In order to qualify as a Type A trust, the trust must be set up in terms of Section 6B (1) of the Income Tax Act, and the beneficiary must qualify as a special person in that they must have a disability that limits their ability to function or perform daily activities, and the disability must be permanent in nature. If set up correctly, such a trust will enjoy tax rates applicable to natural persons ranging from 18% to 45%. In addition, the annual CGT exclusion of R40 000 is available to this trust, as well as the primary residence exclusion of R2 million of the capital gain on disposal for CGT purposes.
Another mechanism that can be used to give effect to your succession goals is donations, although it is important to keep in mind that Sars makes provision for a Donations Tax threshold of R100 000 below which no Donations Tax is payable. Thereafter, tax is calculated at a flat rate of 20% on the value of the donation up to R30 million, and at a rate of 25% on donations over and above R30 million.

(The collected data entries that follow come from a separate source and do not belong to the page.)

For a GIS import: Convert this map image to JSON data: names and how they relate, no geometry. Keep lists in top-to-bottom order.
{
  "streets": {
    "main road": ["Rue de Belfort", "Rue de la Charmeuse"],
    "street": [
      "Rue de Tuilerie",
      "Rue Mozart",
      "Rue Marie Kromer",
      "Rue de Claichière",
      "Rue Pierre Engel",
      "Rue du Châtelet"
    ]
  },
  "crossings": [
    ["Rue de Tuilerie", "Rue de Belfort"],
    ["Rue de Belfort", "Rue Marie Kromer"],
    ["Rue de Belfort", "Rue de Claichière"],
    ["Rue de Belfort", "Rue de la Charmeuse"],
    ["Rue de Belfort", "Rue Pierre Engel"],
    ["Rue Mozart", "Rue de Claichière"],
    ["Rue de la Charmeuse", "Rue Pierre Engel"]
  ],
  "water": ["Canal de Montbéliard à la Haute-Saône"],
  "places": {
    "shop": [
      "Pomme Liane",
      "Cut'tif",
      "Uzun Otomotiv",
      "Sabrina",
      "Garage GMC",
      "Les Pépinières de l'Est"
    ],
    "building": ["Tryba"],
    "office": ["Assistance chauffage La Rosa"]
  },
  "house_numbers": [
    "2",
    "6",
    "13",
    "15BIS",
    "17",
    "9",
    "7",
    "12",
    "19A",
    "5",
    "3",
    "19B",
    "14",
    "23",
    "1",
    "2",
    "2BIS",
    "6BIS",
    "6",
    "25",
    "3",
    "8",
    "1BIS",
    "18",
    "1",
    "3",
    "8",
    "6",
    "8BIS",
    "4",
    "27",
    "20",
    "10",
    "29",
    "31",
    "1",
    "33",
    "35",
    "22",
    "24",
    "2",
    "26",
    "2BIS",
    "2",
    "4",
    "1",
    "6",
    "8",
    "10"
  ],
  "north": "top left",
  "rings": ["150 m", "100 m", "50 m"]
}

Estate planners can therefore effectively use their annual R100 000 threshold to move assets into a trust during their lifetime so as to reduce their estate duty liability, although it is important to fully understand the effects of moving assets into a trust in terms of loss of control. Donations between spouses are not subject to tax, as are bona fide contributions made towards the maintenance of a person, and donations towards any sphere of government or registered political party.
When it comes to transferring assets in line with your philanthropic or charitable goals, Section 18A of the Income Tax Act makes provision to donate up to 10% of your taxable income towards a registered Public Benefit Organisation. So, if your intention is to transfer some of your wealth to your favourite charity or organisation during your lifetime, you are able to do so in a tax-efficient manner provided that you are in possession of a Section 18A certificate granted by the Tax Exemption Unit office of Sars.
If you have a large portion of your accumulated wealth invested in your business, then it is important to consider what will happen to your business interests in the event of your death. It is likely that you intend for the value of your business interests to provide your spouse and/or children with a source of income in the event of your passing. To ensure that the surviving shareholders are in a financial position to purchase your interests should you pass, you may want to consider taking out business assurance as a method of funding such a buy-out.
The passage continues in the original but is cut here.